Stored records
────

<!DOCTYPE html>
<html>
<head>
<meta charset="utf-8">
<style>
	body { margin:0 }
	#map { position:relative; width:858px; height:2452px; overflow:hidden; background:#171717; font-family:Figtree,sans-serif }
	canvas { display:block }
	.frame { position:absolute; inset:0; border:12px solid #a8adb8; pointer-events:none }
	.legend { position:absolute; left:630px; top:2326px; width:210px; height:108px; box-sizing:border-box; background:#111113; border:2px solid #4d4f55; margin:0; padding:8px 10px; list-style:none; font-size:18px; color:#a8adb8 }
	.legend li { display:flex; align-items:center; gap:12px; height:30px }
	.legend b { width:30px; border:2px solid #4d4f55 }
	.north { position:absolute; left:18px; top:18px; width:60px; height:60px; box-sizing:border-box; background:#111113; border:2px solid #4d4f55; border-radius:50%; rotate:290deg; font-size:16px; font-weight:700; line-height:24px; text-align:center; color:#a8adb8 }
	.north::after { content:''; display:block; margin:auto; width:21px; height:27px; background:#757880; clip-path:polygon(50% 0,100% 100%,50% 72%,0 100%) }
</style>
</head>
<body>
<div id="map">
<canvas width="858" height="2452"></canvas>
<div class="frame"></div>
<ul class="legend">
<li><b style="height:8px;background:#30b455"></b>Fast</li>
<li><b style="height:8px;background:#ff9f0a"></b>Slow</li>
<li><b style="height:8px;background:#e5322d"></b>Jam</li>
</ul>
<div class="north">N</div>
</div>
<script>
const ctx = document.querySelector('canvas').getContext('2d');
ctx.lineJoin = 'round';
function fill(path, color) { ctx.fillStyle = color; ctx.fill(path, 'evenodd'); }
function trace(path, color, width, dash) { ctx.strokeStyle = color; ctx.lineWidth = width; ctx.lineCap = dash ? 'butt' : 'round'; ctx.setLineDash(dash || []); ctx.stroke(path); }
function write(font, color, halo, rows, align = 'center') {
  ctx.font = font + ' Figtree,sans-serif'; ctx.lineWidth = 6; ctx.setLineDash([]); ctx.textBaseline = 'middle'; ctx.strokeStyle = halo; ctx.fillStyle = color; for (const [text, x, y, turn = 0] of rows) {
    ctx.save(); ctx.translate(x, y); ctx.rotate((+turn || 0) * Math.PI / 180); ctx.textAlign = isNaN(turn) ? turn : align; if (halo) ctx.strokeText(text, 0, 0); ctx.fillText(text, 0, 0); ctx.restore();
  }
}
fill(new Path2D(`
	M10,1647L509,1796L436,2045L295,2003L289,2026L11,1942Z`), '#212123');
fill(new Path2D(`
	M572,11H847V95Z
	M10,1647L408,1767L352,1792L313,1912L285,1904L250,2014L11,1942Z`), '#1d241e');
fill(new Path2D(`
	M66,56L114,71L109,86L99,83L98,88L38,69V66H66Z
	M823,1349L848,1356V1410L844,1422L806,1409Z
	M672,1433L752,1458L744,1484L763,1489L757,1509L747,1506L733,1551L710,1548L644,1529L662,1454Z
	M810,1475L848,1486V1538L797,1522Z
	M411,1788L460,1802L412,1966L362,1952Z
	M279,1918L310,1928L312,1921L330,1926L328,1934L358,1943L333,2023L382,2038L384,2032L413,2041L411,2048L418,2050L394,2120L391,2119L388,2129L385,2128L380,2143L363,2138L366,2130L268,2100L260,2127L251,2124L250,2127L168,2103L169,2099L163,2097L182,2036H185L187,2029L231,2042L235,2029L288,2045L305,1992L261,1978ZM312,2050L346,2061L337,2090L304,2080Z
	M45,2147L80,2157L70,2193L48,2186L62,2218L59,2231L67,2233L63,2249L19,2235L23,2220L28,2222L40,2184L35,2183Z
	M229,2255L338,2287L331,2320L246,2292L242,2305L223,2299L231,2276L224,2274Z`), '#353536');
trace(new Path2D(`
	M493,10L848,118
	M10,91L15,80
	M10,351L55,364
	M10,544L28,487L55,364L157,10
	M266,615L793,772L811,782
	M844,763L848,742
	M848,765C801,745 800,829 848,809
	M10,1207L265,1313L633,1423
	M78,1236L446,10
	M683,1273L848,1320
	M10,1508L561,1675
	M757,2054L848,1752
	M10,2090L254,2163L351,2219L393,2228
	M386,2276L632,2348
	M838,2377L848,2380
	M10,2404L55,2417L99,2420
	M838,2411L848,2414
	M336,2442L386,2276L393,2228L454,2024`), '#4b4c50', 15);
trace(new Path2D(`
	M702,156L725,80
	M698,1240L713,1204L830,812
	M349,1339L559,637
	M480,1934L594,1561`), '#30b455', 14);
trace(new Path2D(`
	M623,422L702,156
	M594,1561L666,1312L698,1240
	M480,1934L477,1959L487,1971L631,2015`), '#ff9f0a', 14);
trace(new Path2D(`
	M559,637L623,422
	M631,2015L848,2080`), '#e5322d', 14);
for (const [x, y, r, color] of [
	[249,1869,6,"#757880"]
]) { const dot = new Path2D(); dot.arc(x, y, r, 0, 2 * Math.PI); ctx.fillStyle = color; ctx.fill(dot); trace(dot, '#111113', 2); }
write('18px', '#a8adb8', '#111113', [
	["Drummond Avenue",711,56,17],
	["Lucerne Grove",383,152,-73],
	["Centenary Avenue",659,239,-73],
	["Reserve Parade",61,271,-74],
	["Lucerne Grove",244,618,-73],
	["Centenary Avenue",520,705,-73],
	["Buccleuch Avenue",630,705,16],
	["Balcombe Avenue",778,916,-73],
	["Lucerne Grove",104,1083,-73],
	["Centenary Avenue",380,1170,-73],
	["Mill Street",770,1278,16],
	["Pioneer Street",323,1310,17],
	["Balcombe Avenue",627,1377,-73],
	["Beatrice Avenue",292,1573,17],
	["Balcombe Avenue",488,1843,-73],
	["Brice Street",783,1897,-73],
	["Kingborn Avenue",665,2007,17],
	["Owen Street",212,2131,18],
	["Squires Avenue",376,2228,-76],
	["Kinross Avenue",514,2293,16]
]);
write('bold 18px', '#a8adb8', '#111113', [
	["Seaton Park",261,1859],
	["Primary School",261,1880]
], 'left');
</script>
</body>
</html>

────

Task: After locating the line with "M349,1339L559,637", output that line and every later one exactly, through the end of the entries above.

Task response:
	M349,1339L559,637
	M480,1934L594,1561`), '#30b455', 14);
trace(new Path2D(`
	M623,422L702,156
	M594,1561L666,1312L698,1240
	M480,1934L477,1959L487,1971L631,2015`), '#ff9f0a', 14);
trace(new Path2D(`
	M559,637L623,422
	M631,2015L848,2080`), '#e5322d', 14);
for (const [x, y, r, color] of [
	[249,1869,6,"#757880"]
]) { const dot = new Path2D(); dot.arc(x, y, r, 0, 2 * Math.PI); ctx.fillStyle = color; ctx.fill(dot); trace(dot, '#111113', 2); }
write('18px', '#a8adb8', '#111113', [
	["Drummond Avenue",711,56,17],
	["Lucerne Grove",383,152,-73],
	["Centenary Avenue",659,239,-73],
	["Reserve Parade",61,271,-74],
	["Lucerne Grove",244,618,-73],
	["Centenary Avenue",520,705,-73],
	["Buccleuch Avenue",630,705,16],
	["Balcombe Avenue",778,916,-73],
	["Lucerne Grove",104,1083,-73],
	["Centenary Avenue",380,1170,-73],
	["Mill Street",770,1278,16],
	["Pioneer Street",323,1310,17],
	["Balcombe Avenue",627,1377,-73],
	["Beatrice Avenue",292,1573,17],
	["Balcombe Avenue",488,1843,-73],
	["Brice Street",783,1897,-73],
	["Kingborn Avenue",665,2007,17],
	["Owen Street",212,2131,18],
	["Squires Avenue",376,2228,-76],
	["Kinross Avenue",514,2293,16]
]);
write('bold 18px', '#a8adb8', '#111113', [
	["Seaton Park",261,1859],
	["Primary School",261,1880]
], 'left');
</script>
</body>
</html>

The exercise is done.